Start of Records supplied

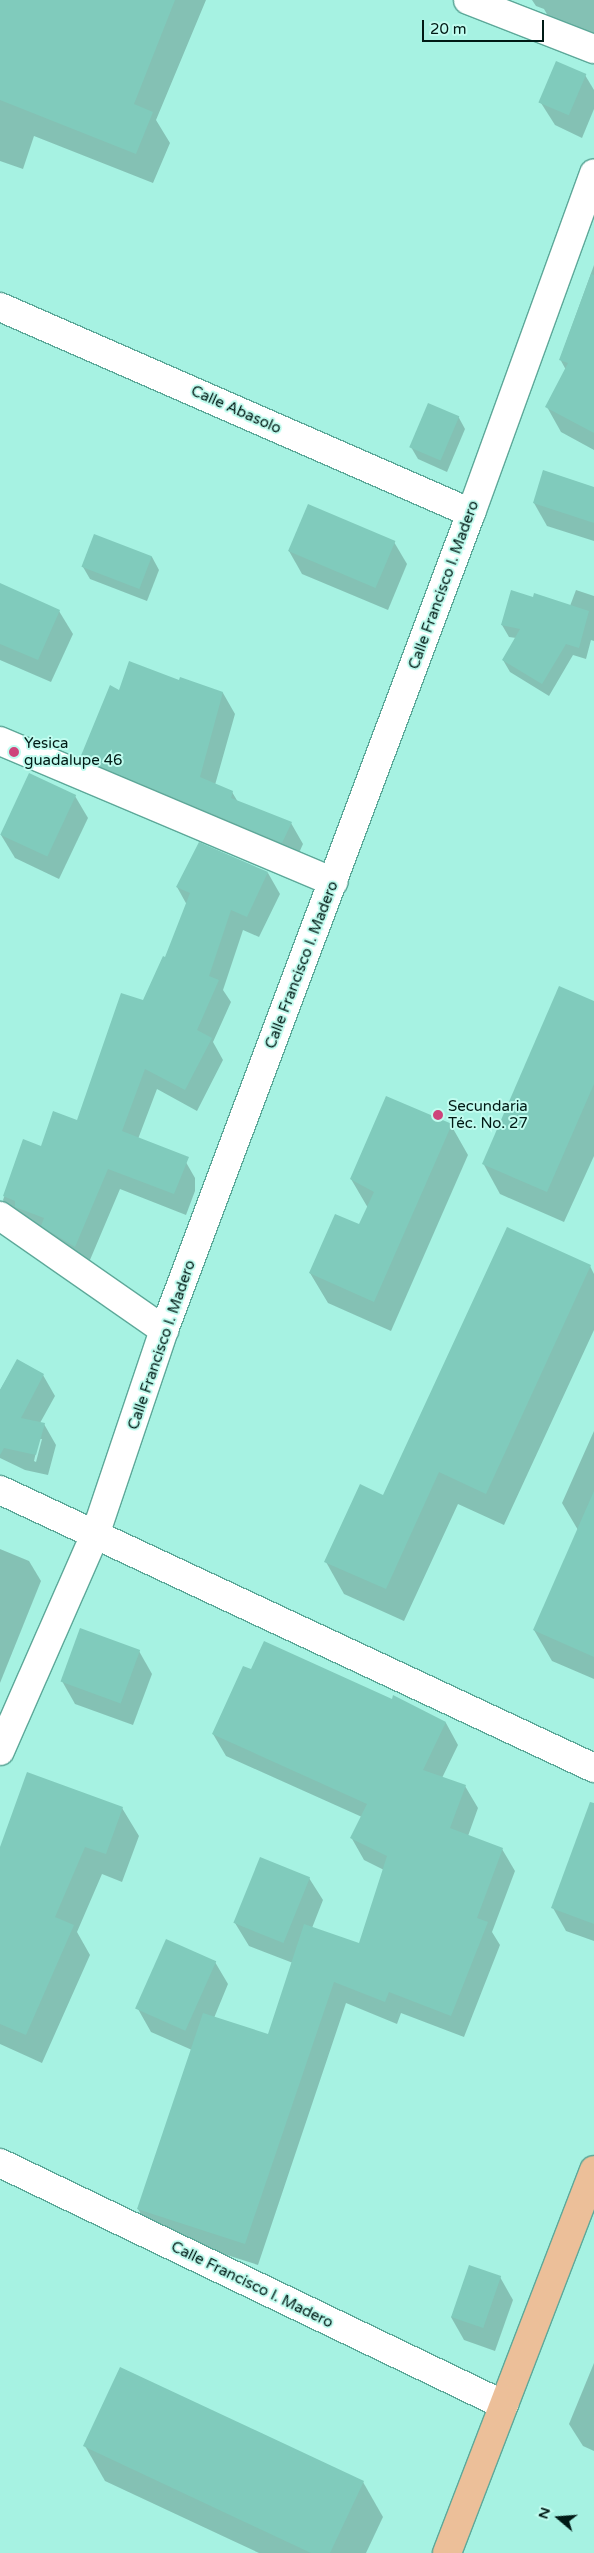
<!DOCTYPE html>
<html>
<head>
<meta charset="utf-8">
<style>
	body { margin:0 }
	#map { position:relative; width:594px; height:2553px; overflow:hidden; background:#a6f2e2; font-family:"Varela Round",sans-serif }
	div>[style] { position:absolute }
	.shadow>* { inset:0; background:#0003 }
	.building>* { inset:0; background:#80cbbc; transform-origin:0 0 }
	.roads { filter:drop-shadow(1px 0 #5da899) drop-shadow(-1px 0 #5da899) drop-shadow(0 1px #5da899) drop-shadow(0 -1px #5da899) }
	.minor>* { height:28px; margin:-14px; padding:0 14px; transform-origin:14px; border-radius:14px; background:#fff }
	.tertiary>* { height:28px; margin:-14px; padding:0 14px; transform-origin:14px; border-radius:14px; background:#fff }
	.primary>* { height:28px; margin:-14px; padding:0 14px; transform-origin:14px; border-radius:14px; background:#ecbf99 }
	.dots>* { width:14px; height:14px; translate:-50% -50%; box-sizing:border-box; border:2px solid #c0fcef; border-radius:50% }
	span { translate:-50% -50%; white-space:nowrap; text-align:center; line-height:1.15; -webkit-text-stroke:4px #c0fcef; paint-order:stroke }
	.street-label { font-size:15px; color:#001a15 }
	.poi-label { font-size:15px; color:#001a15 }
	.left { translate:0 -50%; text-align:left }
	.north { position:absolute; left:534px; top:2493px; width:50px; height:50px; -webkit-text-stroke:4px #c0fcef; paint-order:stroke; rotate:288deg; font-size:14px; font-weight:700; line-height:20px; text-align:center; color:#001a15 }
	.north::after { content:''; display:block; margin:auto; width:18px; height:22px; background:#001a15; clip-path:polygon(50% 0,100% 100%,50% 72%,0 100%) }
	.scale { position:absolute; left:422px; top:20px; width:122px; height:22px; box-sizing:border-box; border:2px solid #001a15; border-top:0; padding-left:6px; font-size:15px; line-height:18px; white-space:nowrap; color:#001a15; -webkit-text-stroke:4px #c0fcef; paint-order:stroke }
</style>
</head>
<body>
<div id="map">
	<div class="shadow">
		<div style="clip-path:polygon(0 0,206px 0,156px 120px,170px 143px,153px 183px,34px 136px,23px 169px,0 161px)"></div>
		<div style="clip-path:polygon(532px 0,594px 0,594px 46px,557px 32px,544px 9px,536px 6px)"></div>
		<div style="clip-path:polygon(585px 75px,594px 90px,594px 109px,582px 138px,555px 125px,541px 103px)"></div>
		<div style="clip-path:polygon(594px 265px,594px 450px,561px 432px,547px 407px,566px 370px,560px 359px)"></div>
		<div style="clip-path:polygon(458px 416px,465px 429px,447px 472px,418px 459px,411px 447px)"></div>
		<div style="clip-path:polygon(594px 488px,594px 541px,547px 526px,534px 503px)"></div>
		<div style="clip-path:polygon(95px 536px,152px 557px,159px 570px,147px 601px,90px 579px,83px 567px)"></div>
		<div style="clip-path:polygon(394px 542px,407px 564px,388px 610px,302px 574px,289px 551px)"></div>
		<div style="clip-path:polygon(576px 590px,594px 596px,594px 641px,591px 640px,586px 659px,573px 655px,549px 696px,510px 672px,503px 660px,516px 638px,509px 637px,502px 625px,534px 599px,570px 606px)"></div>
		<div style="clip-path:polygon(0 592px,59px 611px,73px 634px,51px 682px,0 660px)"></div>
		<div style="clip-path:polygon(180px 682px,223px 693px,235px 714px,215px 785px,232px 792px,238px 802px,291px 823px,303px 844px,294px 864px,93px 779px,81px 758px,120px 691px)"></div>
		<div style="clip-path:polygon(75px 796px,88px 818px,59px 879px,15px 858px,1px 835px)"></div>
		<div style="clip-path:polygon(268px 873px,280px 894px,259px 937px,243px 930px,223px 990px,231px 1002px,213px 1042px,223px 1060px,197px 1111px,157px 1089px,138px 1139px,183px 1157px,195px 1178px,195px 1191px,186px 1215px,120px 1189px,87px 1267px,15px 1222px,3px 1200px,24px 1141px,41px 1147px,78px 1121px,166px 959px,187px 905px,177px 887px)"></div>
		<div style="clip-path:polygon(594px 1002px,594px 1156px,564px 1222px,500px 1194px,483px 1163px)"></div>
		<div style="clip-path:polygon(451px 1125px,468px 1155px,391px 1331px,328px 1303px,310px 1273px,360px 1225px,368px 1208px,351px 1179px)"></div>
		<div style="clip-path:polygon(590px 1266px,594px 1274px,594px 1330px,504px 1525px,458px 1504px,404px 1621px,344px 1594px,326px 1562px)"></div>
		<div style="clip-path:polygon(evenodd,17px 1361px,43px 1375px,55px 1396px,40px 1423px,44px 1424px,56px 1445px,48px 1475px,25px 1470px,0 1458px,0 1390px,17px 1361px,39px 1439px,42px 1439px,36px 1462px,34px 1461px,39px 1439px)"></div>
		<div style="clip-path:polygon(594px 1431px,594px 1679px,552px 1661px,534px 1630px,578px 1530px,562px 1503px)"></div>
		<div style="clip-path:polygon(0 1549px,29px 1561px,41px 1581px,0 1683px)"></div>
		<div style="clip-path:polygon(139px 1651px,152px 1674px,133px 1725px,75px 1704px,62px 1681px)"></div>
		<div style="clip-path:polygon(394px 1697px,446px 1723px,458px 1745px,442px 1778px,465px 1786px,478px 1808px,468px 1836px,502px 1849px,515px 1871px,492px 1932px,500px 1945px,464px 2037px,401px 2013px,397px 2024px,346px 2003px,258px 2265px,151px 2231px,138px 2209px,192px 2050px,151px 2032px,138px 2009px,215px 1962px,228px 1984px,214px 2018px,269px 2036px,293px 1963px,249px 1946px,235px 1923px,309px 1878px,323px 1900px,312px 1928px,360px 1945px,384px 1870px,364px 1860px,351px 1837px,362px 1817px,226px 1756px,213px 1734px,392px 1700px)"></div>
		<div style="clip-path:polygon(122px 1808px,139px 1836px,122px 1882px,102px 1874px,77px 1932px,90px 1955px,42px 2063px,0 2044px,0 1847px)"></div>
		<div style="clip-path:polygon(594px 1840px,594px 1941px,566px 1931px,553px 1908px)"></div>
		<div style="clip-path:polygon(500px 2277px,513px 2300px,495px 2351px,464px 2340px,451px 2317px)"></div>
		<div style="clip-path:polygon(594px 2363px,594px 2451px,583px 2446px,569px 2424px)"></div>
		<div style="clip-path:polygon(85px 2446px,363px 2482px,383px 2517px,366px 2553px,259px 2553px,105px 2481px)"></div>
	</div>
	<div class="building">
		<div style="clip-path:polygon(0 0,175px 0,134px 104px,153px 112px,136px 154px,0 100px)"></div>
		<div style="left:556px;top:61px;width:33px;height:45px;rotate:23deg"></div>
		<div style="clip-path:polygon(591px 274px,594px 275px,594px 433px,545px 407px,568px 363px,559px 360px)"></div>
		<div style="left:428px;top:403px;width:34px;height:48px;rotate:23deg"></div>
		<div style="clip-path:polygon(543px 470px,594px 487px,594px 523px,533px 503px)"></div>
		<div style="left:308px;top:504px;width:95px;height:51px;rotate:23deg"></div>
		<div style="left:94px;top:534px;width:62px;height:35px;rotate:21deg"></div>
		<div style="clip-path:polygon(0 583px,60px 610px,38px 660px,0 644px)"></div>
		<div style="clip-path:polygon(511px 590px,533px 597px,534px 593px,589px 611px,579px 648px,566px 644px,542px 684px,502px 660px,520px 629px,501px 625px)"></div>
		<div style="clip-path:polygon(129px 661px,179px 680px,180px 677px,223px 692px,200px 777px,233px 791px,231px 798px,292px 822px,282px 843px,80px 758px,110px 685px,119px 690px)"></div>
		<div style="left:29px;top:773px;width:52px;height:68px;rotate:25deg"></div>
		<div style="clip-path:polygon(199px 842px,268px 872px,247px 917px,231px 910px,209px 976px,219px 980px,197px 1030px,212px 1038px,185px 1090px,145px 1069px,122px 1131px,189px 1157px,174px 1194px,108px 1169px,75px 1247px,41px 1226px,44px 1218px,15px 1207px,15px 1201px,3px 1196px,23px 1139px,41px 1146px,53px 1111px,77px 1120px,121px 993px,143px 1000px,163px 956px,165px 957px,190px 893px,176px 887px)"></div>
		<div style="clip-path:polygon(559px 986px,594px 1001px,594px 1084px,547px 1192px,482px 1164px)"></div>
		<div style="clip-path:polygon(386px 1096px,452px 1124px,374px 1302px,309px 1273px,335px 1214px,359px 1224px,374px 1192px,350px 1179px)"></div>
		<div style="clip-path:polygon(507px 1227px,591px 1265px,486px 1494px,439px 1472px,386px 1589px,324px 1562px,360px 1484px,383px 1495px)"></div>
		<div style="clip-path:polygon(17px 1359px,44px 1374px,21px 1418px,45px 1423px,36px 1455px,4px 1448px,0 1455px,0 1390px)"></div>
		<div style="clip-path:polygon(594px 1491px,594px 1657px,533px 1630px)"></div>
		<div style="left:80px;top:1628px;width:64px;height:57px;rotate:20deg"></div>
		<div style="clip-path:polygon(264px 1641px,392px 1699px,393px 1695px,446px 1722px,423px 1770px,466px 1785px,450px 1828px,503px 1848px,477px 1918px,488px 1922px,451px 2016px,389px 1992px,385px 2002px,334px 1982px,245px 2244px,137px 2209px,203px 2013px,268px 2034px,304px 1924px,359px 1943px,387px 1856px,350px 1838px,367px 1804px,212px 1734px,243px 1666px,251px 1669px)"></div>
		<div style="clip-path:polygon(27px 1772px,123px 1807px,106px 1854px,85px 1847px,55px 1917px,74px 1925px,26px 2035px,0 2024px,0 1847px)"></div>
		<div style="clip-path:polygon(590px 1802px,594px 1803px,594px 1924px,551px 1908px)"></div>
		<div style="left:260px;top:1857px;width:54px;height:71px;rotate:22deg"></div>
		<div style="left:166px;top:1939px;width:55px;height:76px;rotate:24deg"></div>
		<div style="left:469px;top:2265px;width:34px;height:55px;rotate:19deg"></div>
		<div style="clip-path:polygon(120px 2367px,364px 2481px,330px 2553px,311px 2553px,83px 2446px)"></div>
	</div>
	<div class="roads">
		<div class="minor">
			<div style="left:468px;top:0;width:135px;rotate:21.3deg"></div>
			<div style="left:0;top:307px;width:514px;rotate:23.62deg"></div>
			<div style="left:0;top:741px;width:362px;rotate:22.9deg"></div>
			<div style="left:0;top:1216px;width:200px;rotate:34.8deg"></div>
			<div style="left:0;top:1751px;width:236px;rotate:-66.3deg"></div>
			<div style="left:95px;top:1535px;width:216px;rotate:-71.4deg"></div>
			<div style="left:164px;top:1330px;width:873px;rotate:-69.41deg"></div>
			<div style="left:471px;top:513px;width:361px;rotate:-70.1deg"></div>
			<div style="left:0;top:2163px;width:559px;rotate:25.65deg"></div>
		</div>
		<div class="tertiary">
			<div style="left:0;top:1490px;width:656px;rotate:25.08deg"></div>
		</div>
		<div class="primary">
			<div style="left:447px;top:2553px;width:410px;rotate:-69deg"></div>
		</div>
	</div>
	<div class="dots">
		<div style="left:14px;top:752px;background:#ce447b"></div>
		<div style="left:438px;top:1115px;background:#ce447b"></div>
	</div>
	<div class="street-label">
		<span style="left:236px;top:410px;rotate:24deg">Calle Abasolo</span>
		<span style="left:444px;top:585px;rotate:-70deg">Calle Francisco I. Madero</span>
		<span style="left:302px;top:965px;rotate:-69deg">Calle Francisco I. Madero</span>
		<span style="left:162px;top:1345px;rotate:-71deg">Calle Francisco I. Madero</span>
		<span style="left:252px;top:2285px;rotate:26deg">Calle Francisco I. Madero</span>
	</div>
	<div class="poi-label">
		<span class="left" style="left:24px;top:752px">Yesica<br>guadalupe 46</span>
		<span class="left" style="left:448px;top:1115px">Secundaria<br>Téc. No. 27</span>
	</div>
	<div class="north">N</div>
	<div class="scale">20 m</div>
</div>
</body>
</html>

End of Records supplied

▶ _Work to be completed_: From the records above, extract exactly and only the lines that begin at the line with "translate:0 -50%; text-align:left" and stop after the line with "position:absolute; left:534px; top:2493px;".

▶ _Worked solution_:
	.left { translate:0 -50%; text-align:left }
	.north { position:absolute; left:534px; top:2493px; width:50px; height:50px; -webkit-text-stroke:4px #c0fcef; paint-order:stroke; rotate:288deg; font-size:14px; font-weight:700; line-height:20px; text-align:center; color:#001a15 }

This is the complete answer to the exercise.